On Simplicity

Again and again I see designs that are just... wrong. Given the choice between doing it right and doing it simple, the choice is 'simple'. I'm not the only one to notice this.

Unix is a traditional example. It's as simple as possible. Look at the file API. Let's say that you want to read some data. You can read(2) it. If we're streaming the whole file in, a bit of prefetching would be nice. If we're trying to read regularly-sized records from all over a file, we want different behaviour. The API ignores the notion of record sizes and advance knowledge of access patterns. Any optimisation has to be heuristic.

Perhaps worse is atomic file update. Also known as: Write to new file, hard-link old file to back-up file, move new file over old file. Moreover, there's magic in the semantics of the file system to make this work: the writes to the file should be committed to disk before the move is, so that you don't get a partially-written file in the case of a crash. Ugly hacks to do a conceptually simple operation.

Or look at TCP/IP. The internet's favourite way of distributing video. There's no quality of service built into basic TCP/IP, and a packet-switched network is just the wrong solution for that kind of problem.

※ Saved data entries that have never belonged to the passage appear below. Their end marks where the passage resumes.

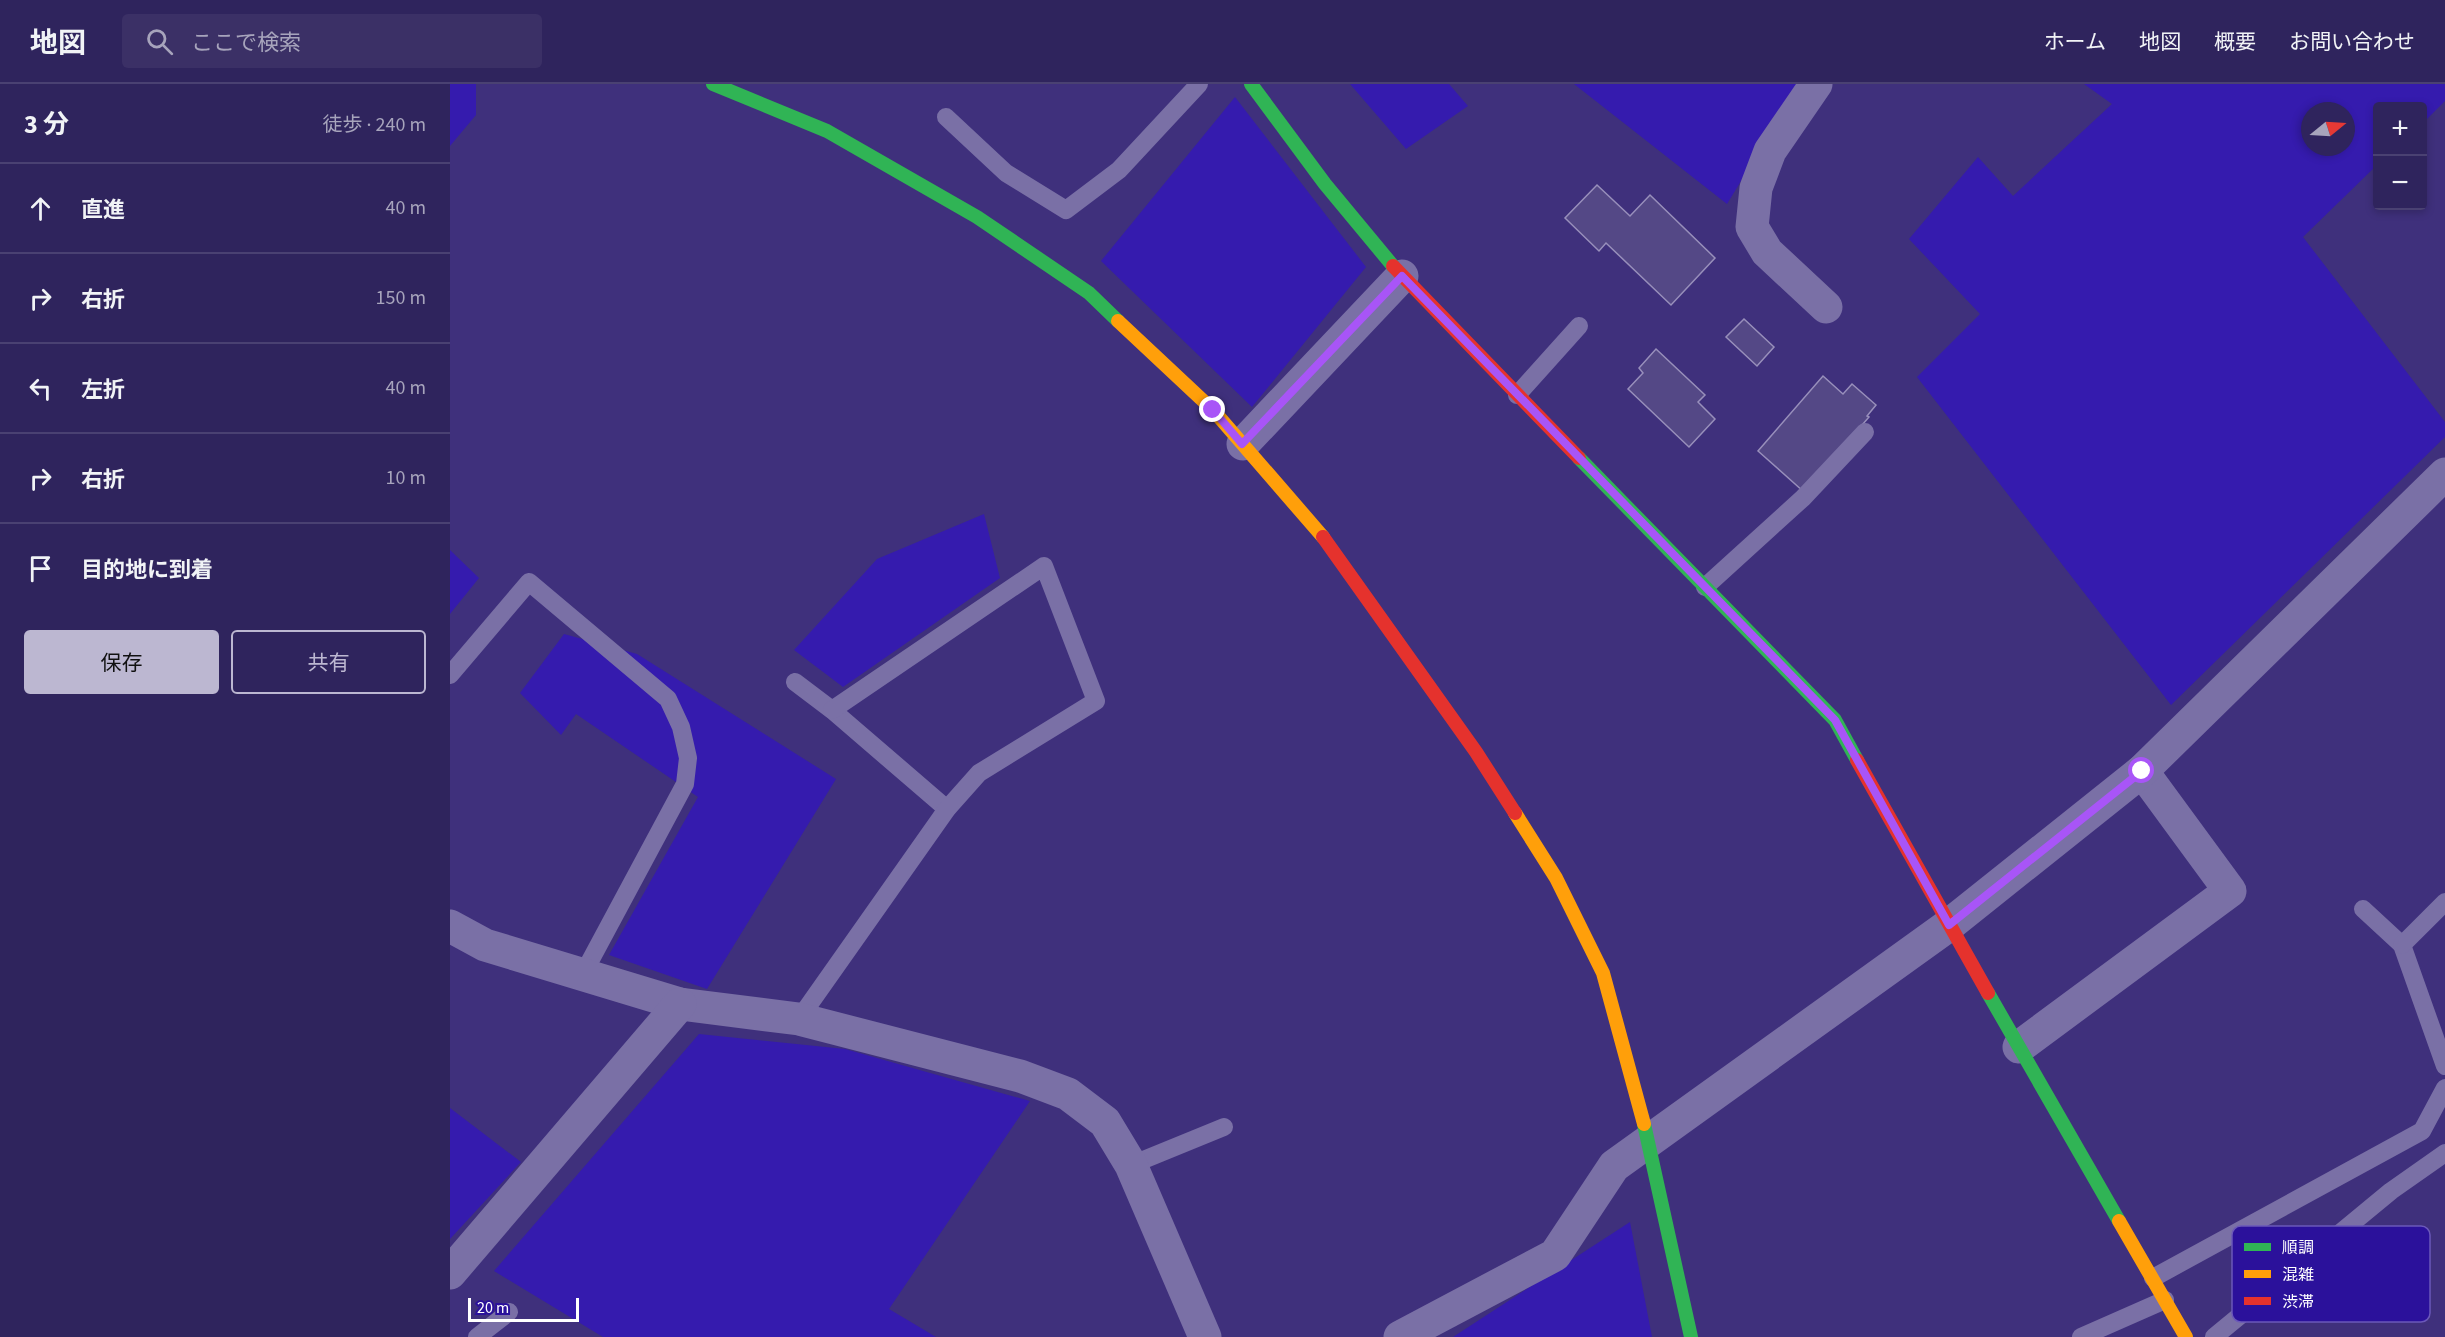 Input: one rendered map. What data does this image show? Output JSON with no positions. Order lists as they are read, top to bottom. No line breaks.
{"legend":["順調","混雑","渋滞"],"scale_bar":"20 m","north":"right","page":{"header":"地図","search":"ここで検索","nav":["ホーム","地図","概要","お問い合わせ"],"heading":["3 分","徒歩 · 240 m"],"map_buttons":["+","−"],"list":[["直進","40 m"],["右折","150 m"],["左折","40 m"],["右折","10 m"],"目的地に到着"],"buttons":["保存","共有"],"scale":"20 m"}} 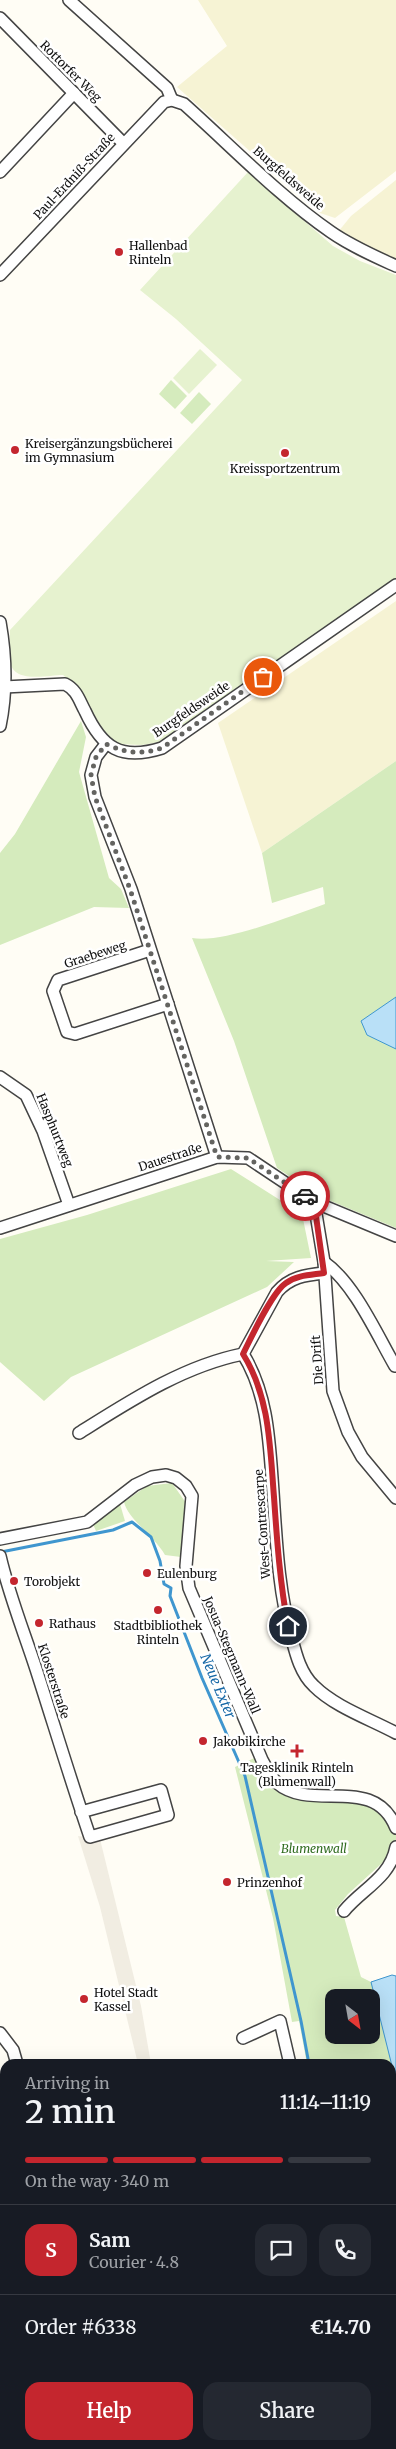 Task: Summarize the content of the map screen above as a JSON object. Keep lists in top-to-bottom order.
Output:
{
  "streets": {
    "street": [
      "Rottorfer Weg",
      "Paul-Erdniß-Straße",
      "Burgfeldsweide",
      "Graebeweg",
      "Hasphurtweg",
      "Dauestraße",
      "Die Drift",
      "West-Contrescarpe",
      "Josua-Stegmann-Wall",
      "Klosterstraße"
    ]
  },
  "crossings": [
    ["Rottorfer Weg", "Paul-Erdniß-Straße"],
    ["Paul-Erdniß-Straße", "Burgfeldsweide"],
    ["Hasphurtweg", "Dauestraße"],
    ["Dauestraße", "Die Drift"]
  ],
  "water": ["Neue Exter"],
  "parks": ["Blumenwall"],
  "places": {
    "other": [
      "Hallenbad Rinteln",
      "Kreisergänzungsbücherei im Gymnasium",
      "Kreissportzentrum",
      "Eulenburg",
      "Torobjekt",
      "Stadtbibliothek Rinteln",
      "Rathaus",
      "Jakobikirche",
      "Prinzenhof",
      "Hotel Stadt Kassel"
    ],
    "health": ["Tagesklinik Rinteln (Blumenwall)"]
  },
  "north": "bottom right",
  "page": {
    "heading": ["2 min", "Arriving in", "11:14–11:19"],
    "panel": [
      "Sam",
      "Courier · 4.8",
      "Order #6338",
      "€14.70"
    ],
    "bar": "On the way · 340 m",
    "round": "S",
    "buttons": ["Help", "Share"]
  }
}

Way back, PalmOS was another example (like MacOS before it) - a co-operatively multitasking OS. Simple to design and implement, great for lightweight hardware, able to beat its pre-emptively multitasked competitors, but you know that in the end it'll be running on more powerful hardware doing more complex things, where the original design looks horrendously underpowered.

This is really the key. A complex up-front design will be bad, since you don't understand all the corner cases, people don't want all the infrastructure yet, the current hardware can't really support it, and you'll be trounced in the marketplace by a simple design that works right now.

Real good design is one that can evolve. Unix started off life as an OS for an impressively under-spec'd machine. Amongst other limitations, one thread per process, no real-time guarantees, uniprocessor model, certainly no graphics or networking. Even when Unix had been extended, Linux started as an x86-specific (and uni-processor) monolithic kernel Unix clone. Somehow, the design has extended in a way that has not fundamentally compromised it. Sure, it's warty, but it's somehow scaled. TCP/IP's not dissimilar. Despite its grimness, video over TCP/IP is working out mostly ok.

Sometimes, even ignoring the evolution over time, doing the simple wrong thing is better than the right thing. When I heard about Erlang's error model (basically, 'if something goes wrong, explode, and have a hierarchy of processors that can deal with children exploding rather than attempting to recover), I was horrified. However, it sounds like the right thing, in the end. Error handling is tricky to write, tricky to test, and errors in error handling could make for a nice cascading failure. Playing it dumb may make it more safe and reliable than trying to think hard.

Einstein's maxim to make it as simple as possible, but no simpler, seems to have some relevance. The lesson is, make it simpler than you think 'possible' would be - you might be surprised. On the other hand, make it extensible, so that success and scope-creep doesn't induce long-term failure.

Posted 2012-02-27.